* _Exercise directions_
Go through the entries below and return every line that contains "marker".

[Provided records Boundary: Start]

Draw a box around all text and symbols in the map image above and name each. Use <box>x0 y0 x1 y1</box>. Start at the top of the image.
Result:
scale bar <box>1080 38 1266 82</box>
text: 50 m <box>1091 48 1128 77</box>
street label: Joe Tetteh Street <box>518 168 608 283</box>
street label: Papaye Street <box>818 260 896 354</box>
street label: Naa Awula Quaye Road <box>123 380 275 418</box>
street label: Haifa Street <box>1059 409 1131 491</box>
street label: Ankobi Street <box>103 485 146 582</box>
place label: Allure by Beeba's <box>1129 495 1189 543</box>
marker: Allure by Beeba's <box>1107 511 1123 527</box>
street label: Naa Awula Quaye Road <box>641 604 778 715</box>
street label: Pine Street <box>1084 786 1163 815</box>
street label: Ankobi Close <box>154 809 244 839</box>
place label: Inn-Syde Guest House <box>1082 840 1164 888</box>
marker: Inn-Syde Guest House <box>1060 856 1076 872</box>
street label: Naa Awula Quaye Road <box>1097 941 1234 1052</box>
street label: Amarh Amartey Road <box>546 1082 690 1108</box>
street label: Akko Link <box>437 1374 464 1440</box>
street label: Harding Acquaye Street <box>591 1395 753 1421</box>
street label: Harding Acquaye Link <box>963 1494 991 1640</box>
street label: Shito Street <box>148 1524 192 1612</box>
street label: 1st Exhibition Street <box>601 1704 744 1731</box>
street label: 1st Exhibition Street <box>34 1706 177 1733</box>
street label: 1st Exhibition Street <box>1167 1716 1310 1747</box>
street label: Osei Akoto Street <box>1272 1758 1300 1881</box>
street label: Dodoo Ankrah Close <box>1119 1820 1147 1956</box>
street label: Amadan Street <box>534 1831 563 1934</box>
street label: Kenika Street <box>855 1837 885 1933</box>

[Provided records Boundary: End]

* _Task result_
marker: Allure by Beeba's <box>1107 511 1123 527</box>
marker: Inn-Syde Guest House <box>1060 856 1076 872</box>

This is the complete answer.